Il avait établi un plan et un contre plan. Les financements du contre plan devaient aider à la réalisation de projets pour lesquels y avait les plus grandes réticences de la part des bailleurs étrangers. C’est ainsi que la construction du chemin de fer a été prévu et l’aménagement de la plate forme jusqu’au delà de Kaya. Il a continué de tracer, a fait les déblais et a commencé à remblayer. C’était difficile de garder secret l’information. Et après la BM a commencé à contester très vigoureusement. Ce qui a conduit à arrêter ces travaux. Les travaux ont continué sous l’ère de Blaise Compaoré pour aboutir en 1989 par les rails de chemin de fer et les traverses jusqu’à Kaya. Pour des raisons économiques, le trafic entre Ouagadougou et Kaya a été arrêté. A partir de 1990, la route Ouaga-Kaya a été construite. Ce qui pouvait aider au transport de voyageurs et de marchandises. Mais le manque de trafic a conduit à son arrêt. Quelle a été la contribution de la population à sa mise en œuvre ?

En ce qui me concerne, j’ai assisté au terrassement et à la pose des traverses et des rails à partir de Ouagadougou jusqu’à Kaya. En tout cas, le gouvernement qui était en place que ce soit celui du CNR ou finalement celui du Front Populaire, a essayé de mobiliser les populations.
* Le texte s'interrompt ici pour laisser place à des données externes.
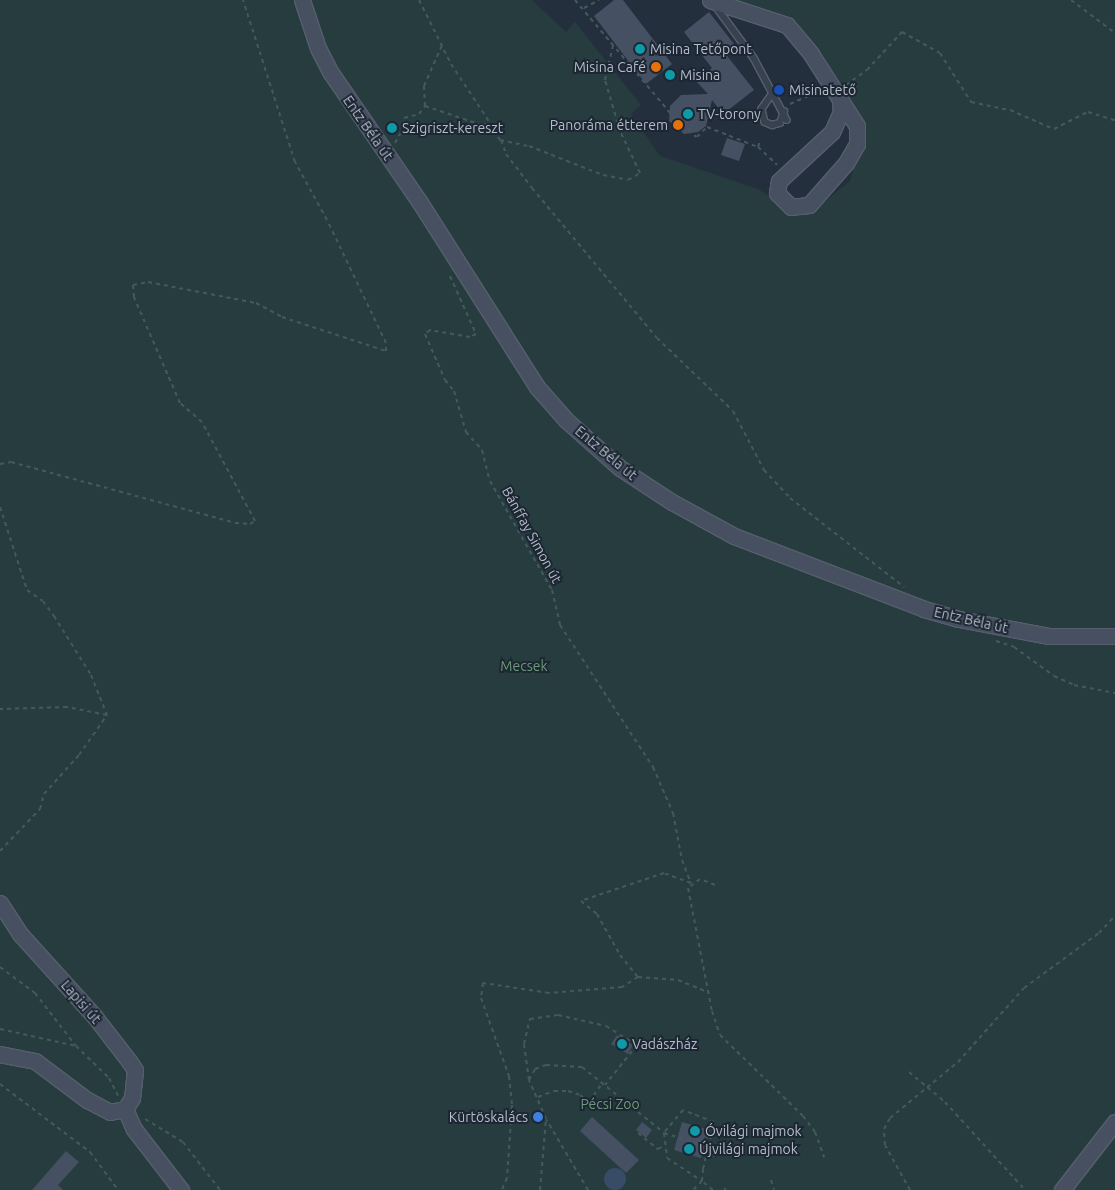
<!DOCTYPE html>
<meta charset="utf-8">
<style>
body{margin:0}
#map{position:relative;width:1115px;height:1190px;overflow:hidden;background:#242f3e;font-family:Ubuntu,sans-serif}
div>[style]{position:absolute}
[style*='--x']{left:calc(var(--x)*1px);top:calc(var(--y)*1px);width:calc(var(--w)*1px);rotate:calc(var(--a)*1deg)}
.green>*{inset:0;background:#263c3f}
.water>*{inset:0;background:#394c67}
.round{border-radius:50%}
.building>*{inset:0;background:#455162}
.path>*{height:2px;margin-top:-1px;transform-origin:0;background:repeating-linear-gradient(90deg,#44595c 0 4px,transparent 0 8px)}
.roads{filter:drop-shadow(1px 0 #565f6c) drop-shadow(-1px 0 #565f6c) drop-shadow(0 1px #565f6c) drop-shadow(0 -1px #565f6c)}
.lane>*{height:5.5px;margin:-2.75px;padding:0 2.75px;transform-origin:2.75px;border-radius:2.75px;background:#38414e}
.secondary>*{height:15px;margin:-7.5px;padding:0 7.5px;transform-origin:7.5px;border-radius:7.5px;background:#465061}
.dots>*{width:14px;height:14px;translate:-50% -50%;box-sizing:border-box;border:2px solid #1d2633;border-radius:50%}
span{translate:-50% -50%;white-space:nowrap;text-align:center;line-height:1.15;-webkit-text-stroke:4px #1d2633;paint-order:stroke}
.poi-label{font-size:14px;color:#b4bcc9}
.left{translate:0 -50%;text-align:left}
.right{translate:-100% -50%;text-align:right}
.street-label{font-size:14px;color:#b4bcc9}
.park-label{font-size:14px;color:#6b9a76}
</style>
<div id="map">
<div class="green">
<i style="clip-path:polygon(0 0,532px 0,566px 32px,575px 22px,641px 105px,631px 114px,660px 156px,758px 189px,792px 211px,801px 212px,824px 202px,850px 181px,862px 136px,798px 36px,708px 0,1115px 0,1115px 1190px,0 1190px)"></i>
</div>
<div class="water">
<i class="round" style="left:604px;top:1168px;width:22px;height:22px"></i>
</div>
<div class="building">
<i style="clip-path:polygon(614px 0,623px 0,672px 64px,646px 84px,594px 16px)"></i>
<i style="clip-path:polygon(709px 12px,734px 44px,724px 52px,754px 90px,723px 114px,712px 100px,706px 126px,698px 132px,684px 134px,669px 121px,670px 106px,681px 95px,708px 94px,696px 81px,712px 68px,684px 32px)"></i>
<i style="clip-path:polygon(727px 138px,745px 144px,739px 161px,721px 155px)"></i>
<i style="clip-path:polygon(617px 1035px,633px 1045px,628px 1054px,611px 1044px)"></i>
<i style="clip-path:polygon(592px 1117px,639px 1160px,626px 1173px,580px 1131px)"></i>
<i style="clip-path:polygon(642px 1122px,652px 1130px,646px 1138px,636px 1130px)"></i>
<i style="clip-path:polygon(682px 1122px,710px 1130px,701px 1158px,674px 1150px)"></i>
<i style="clip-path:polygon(66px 1151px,79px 1162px,58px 1185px,63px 1190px,32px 1190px)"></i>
</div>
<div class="path">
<i style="--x:419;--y:0;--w:72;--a:63.4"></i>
<i style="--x:451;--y:64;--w:71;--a:56.5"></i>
<i style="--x:575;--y:0;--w:165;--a:49.9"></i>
<i style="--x:681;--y:126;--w:19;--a:35"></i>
<i style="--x:697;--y:137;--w:14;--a:-45"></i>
<i style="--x:707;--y:127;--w:55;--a:21.4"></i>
<i style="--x:758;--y:147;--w:26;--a:43"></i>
<i style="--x:1071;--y:0;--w:55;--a:36.9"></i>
<i style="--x:584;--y:8;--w:17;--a:-28"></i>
<i style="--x:846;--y:85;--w:26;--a:-36"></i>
<i style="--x:867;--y:70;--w:52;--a:-47.4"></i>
<i style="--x:902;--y:32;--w:43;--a:28.9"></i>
<i style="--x:940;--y:53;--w:58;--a:57.7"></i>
<i style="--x:971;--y:102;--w:40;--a:12"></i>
<i style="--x:1010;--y:110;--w:48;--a:23.4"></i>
<i style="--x:1054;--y:129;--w:38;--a:-27"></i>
<i style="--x:1088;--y:112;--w:28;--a:17"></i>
<i style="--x:790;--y:104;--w:32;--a:-24"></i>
<i style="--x:425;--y:106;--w:20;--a:-93"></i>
<i style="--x:424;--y:86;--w:45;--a:-66.3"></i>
<i style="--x:501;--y:140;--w:15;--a:70"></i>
<i style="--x:506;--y:154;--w:43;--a:52.6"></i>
<i style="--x:532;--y:188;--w:195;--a:50.2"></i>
<i style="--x:657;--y:338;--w:105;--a:43.8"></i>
<i style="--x:733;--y:411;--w:67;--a:62.3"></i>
<i style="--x:764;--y:470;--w:38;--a:47"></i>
<i style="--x:790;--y:498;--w:145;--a:38"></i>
<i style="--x:395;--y:143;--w:21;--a:-61"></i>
<i style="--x:405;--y:125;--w:7;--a:-98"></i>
<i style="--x:404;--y:118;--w:16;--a:-15"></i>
<i style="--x:419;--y:114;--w:10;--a:-53"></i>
<i style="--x:425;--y:106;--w:60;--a:18.4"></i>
<i style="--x:482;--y:125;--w:8;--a:-14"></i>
<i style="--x:490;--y:123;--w:20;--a:60"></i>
<i style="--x:500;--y:140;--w:30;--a:12"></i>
<i style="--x:529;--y:146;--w:79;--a:21.4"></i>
<i style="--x:603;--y:175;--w:25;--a:11"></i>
<i style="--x:628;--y:180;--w:14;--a:-30"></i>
<i style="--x:640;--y:173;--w:47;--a:-115.5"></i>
<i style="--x:620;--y:131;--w:53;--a:-106.4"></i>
<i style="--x:605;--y:80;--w:37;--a:-77"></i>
<i style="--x:758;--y:147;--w:6;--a:-72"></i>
<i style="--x:450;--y:276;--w:64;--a:65.9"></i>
<i style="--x:476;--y:334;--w:7;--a:153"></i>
<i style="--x:470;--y:337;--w:41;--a:-170.1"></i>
<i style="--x:430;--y:330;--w:6;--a:141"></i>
<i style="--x:425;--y:334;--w:50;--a:66.5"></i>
<i style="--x:445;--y:380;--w:14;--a:51"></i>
<i style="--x:454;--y:391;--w:43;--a:73.7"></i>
<i style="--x:466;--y:432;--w:24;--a:48"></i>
<i style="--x:482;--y:450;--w:32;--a:76"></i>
<i style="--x:490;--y:481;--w:125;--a:60.4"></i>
<i style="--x:552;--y:590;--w:36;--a:77"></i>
<i style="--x:560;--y:625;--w:170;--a:56.8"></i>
<i style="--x:653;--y:767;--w:50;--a:66.5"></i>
<i style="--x:673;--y:813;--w:48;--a:79.2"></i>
<i style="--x:682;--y:860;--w:25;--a:69"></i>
<i style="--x:691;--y:883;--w:29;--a:-160"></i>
<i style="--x:664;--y:873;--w:88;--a:161.4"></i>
<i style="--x:581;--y:901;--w:21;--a:39"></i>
<i style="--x:597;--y:914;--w:47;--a:60.7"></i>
<i style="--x:620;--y:955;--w:28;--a:51"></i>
<i style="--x:638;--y:977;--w:19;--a:148"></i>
<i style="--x:622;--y:987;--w:73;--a:175.3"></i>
<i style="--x:549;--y:993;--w:67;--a:-171.4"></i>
<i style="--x:483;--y:983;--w:15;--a:98"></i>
<i style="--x:481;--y:998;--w:83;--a:70.3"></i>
<i style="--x:509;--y:1076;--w:29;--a:84"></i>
<i style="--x:512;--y:1105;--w:73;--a:93.9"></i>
<i style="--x:507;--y:1178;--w:13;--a:113"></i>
<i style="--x:0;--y:464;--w:11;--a:-10"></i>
<i style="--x:11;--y:462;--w:232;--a:15.2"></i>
<i style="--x:235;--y:523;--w:15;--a:4"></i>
<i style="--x:250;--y:524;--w:6;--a:-31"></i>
<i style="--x:255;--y:521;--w:112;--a:-118.2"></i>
<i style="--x:202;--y:422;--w:29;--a:-139"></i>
<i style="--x:180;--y:403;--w:116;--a:-113.5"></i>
<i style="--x:134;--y:297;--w:12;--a:-95"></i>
<i style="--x:133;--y:285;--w:15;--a:-11"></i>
<i style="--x:148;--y:282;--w:110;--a:11"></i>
<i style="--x:256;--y:303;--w:30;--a:28"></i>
<i style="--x:282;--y:317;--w:109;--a:18.1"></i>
<i style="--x:386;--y:351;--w:8;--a:-90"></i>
<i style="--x:386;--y:343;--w:136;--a:-115.6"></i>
<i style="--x:327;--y:220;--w:66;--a:-118.9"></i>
<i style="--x:295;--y:162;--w:170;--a:-107.8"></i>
<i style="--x:0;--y:507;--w:87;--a:72"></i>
<i style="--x:27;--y:590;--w:19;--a:35"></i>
<i style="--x:43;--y:601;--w:19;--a:54"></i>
<i style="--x:54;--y:616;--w:70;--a:57.9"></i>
<i style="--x:91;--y:675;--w:43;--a:68.2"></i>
<i style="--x:107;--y:715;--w:41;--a:-168.7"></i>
<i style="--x:67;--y:707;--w:67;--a:178.3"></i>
<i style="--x:996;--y:641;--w:19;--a:18"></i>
<i style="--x:1014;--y:647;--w:49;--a:35.9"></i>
<i style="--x:1054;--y:676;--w:22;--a:24"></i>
<i style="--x:1074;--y:685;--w:42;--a:11"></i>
<i style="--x:0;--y:851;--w:58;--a:-46.4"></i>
<i style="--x:40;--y:809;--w:16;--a:-75"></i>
<i style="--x:44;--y:794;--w:52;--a:-48.1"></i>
<i style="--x:79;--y:755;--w:49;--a:-55"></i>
<i style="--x:715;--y:885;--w:16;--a:-158"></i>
<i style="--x:700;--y:879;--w:15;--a:143"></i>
<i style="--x:688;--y:888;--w:125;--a:79"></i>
<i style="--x:712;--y:1011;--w:25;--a:72"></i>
<i style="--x:720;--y:1035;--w:116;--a:44.3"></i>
<i style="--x:803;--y:1116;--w:20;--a:53"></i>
<i style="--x:815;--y:1132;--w:27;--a:70"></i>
<i style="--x:0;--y:967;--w:44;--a:36.6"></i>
<i style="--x:35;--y:993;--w:67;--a:52.3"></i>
<i style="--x:76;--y:1046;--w:46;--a:44.1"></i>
<i style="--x:109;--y:1078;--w:20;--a:63"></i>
<i style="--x:638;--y:977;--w:40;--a:4.3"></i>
<i style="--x:678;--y:980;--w:32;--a:22"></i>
<i style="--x:0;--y:1029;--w:78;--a:12.6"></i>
<i style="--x:909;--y:1072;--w:47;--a:39.8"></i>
<i style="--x:945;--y:1102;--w:119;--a:47.7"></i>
<i style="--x:529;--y:1080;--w:36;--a:-98"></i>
<i style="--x:524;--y:1044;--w:26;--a:-77"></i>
<i style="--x:530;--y:1019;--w:28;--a:-8"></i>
<i style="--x:558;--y:1015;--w:49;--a:12.9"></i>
<i style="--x:606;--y:1026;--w:36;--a:32"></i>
<i style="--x:637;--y:1045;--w:51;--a:128.7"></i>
<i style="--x:0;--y:1084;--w:113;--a:37.1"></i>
<i style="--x:90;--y:1152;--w:47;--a:53.6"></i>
<i style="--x:538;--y:1097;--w:17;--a:-21"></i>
<i style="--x:554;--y:1091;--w:14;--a:0"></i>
<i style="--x:568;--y:1091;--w:13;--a:18"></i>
<i style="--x:580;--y:1095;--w:23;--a:40"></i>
<i style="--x:589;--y:1102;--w:24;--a:-55"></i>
<i style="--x:145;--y:1119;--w:44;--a:31.2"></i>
<i style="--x:183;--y:1142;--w:61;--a:52.4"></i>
<i style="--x:638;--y:1133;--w:26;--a:39"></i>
<i style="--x:658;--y:1149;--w:8;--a:-30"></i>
<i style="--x:771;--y:1180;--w:10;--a:73"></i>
<i style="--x:540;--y:1190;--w:71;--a:-85.2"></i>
<i style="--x:588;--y:1190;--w:82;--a:-120.6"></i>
<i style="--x:546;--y:1119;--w:43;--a:-113.6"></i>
<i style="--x:529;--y:1080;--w:13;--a:-61"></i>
<i style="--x:535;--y:1069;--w:12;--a:-20"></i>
<i style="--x:546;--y:1065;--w:36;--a:3"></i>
<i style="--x:582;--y:1067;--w:105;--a:38.8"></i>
<i style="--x:664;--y:1133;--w:25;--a:83"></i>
<i style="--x:667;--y:1158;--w:42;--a:33.3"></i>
<i style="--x:702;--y:1181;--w:13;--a:135"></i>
<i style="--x:713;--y:1190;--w:14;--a:-141"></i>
<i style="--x:702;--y:1181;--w:12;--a:-85"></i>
<i style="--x:703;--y:1169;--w:23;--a:-77"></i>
<i style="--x:708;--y:1147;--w:19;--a:-74"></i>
<i style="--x:713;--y:1129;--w:7;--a:-82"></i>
<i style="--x:714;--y:1122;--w:33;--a:-159"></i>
<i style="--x:683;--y:1110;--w:30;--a:130"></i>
<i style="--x:664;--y:1133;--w:46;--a:17.7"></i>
<i style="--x:708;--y:1147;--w:16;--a:55"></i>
<i style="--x:725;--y:1190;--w:2;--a:-90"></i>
<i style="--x:910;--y:1190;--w:51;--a:-119.1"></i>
<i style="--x:885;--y:1145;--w:16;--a:-94"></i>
<i style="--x:884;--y:1129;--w:13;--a:-61"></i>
<i style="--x:890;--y:1118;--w:88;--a:-39.5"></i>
<i style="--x:958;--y:1062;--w:99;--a:-48.3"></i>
<i style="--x:1024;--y:988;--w:93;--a:-36.3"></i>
<i style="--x:1099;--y:933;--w:23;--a:-47"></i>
</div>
<div class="roads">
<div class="lane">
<i style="--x:715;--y:5;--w:66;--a:53.7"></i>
<i style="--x:754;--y:58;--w:70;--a:62"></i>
<i style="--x:774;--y:92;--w:21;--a:125"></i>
<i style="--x:762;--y:109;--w:13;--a:77"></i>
<i style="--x:765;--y:122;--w:8;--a:23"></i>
<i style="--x:772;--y:125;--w:8;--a:-14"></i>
<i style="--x:780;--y:123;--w:12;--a:-70"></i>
</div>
<div class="secondary">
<i style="--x:302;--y:0;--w:51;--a:71.6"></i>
<i style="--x:318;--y:48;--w:28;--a:63"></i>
<i style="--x:331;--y:73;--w:155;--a:55.5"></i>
<i style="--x:419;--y:201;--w:220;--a:57.6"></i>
<i style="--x:537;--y:387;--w:44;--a:48.7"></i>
<i style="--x:566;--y:420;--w:72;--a:41.6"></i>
<i style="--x:620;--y:468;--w:62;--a:33.2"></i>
<i style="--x:672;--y:502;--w:71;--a:28.7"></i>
<i style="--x:734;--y:536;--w:204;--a:21"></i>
<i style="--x:924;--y:609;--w:36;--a:16"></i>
<i style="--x:959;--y:619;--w:92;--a:10.7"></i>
<i style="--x:1049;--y:636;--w:66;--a:0"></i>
<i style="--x:710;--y:0;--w:81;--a:18"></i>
<i style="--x:787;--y:25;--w:38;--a:50"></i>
<i style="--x:811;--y:54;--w:85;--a:57.4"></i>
<i style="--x:857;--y:126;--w:18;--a:90"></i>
<i style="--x:857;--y:144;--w:22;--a:120"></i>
<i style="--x:846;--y:163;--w:56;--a:131.4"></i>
<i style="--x:809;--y:205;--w:18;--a:174"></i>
<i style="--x:791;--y:207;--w:20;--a:-135"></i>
<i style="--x:777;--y:193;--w:12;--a:-81"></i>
<i style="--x:779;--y:181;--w:72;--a:-42.8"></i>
<i style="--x:832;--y:132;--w:22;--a:-66"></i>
<i style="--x:841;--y:112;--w:11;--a:-95"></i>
<i style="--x:0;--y:903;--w:38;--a:57"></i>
<i style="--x:21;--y:935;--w:110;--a:47.9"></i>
<i style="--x:95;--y:1017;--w:56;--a:52.3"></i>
<i style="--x:129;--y:1061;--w:11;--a:56"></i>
<i style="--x:135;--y:1070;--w:28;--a:96"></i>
<i style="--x:132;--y:1098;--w:13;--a:122"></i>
<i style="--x:125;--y:1109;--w:15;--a:169"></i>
<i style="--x:110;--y:1112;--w:26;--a:-152"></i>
<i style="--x:87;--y:1100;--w:65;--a:-143.1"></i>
<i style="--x:35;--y:1061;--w:36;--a:-169"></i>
<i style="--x:125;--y:1109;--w:22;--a:66"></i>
<i style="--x:134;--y:1129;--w:77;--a:52.4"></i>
<i style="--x:1062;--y:1190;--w:86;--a:-52.1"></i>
</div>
</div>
<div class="dots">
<i style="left:640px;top:49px;background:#0f9aa8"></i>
<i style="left:656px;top:67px;background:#e8710a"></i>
<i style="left:670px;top:75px;background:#0f9aa8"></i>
<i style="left:779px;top:90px;background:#1a4fb4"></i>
<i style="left:688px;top:114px;background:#0f9aa8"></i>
<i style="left:678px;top:125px;background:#e8710a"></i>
<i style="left:392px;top:128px;background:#0f9aa8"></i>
<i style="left:622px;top:1044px;background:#0f9aa8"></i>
<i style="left:538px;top:1117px;background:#3f7fe0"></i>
<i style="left:695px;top:1131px;background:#0f9aa8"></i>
<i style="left:689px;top:1149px;background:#0f9aa8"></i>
</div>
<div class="poi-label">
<span class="left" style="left:650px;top:49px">Misina Tetőpont</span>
<span class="right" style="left:646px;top:67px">Misina Café</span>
<span class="left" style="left:680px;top:75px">Misina</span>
<span class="left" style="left:789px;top:90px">Misinatető</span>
<span class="left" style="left:698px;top:114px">TV-torony</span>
<span class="right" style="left:668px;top:125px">Panoráma étterem</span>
<span class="left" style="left:402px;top:128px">Szigriszt-kereszt</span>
<span class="left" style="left:632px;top:1044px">Vadászház</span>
<span class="right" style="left:528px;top:1117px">Kürtöskalács</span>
<span class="left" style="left:705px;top:1131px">Óvilági majmok</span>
<span class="left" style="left:699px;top:1149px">Újvilági majmok</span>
</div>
<div class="street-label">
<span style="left:368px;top:128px;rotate:55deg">Entz Béla út</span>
<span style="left:606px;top:453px;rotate:40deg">Entz Béla út</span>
<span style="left:532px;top:535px;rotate:61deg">Bánffay Simon út</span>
<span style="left:971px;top:620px;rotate:13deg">Entz Béla út</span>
<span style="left:81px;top:1002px;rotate:49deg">Lapisi út</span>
</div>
<div class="park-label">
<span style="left:524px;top:666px">Mecsek</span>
<span style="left:610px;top:1104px">Pécsi Zoo</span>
</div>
</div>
Même les fonctionnaires n’ont pas été épargnés. Ils ont participé aussi. Cela a amené à fermer les classes et les bureaux. Les fonctionnaires étaient donc invités à consacrer une journée de travail pour poser les traverses et les rails. On les invitait aussi à faire des travaux de plantation sur la route de Koupèla. La contribution des populations est réelle mais il faut quand même dire que ce qui a été décisif c’est l’implication de la RAN. Les équipements acquis par l’Etat et aussi le fait qu’on a professionnalisé c’est-à-dire retenu en permanence et payé en conséquence. Le seul travail c’était de faire avancer la partie ouvrière étant attendu que politiquement la population aussi venait leur apporter son soutien. Après la révolution, le tronçon Ouaga-Kaya a été abandonné. Quelles appréciations faites-vous de cela ?

Le tronçon Ouaga-Kaya n’a pas été abandonné après la révolution. Le tronçon a été achevé en 1989. C’était déjà sous le Front Populaire. Le front populaire avait déjà officiellement abandonné la révolution. Je pense que c’est le réseau des chemins de fer qui a dû convaincre le gouvernement d’accepter la fermeture de cette ligne. Je pense très probablement que c’est parce que le trafic était insuffisant. On avait prévu au départ d’avoir une circulation de train deux ou trois fois par semaine. C’est sûr que cela est insuffisant pour rentabiliser la ligne. Mais si le trafic du train a été fixé à deux ou trois fois par semaine, c’est parce qu’il n’y avait pas suffisamment de trafic. Il y a eu aussi le fait que la voie ne soit pas disponible tous les jours. Cela a amené les gens à chercher d’autres modes de transport. C’est ce qui fait que le chemin de fer manque d’intérêt. Je pense que fermer la ligne était une solution mais ce n’était pas la bonne. On aurait pu voir comment justement faire en sorte que cette ligne ait aussi du trafic comme la ligne Ouaga-Koudougou. Mais la décision a été prise de fermer la ligne et on l’a laissée comme elle est, et par conséquent elle se dégrade. Quelque fois on a laissé sur les tronçons des gens pour surveiller afin qu’il n’y ait pas de vandalisme. Mais ces gens là sont oubliés et ne sont pas payés. Ils ont certainement quitté leur poste. Je pense que c’est malheureux parce que ça correspondait à de grands efforts financiers qui ont été faits, des décisions qui ont été validées.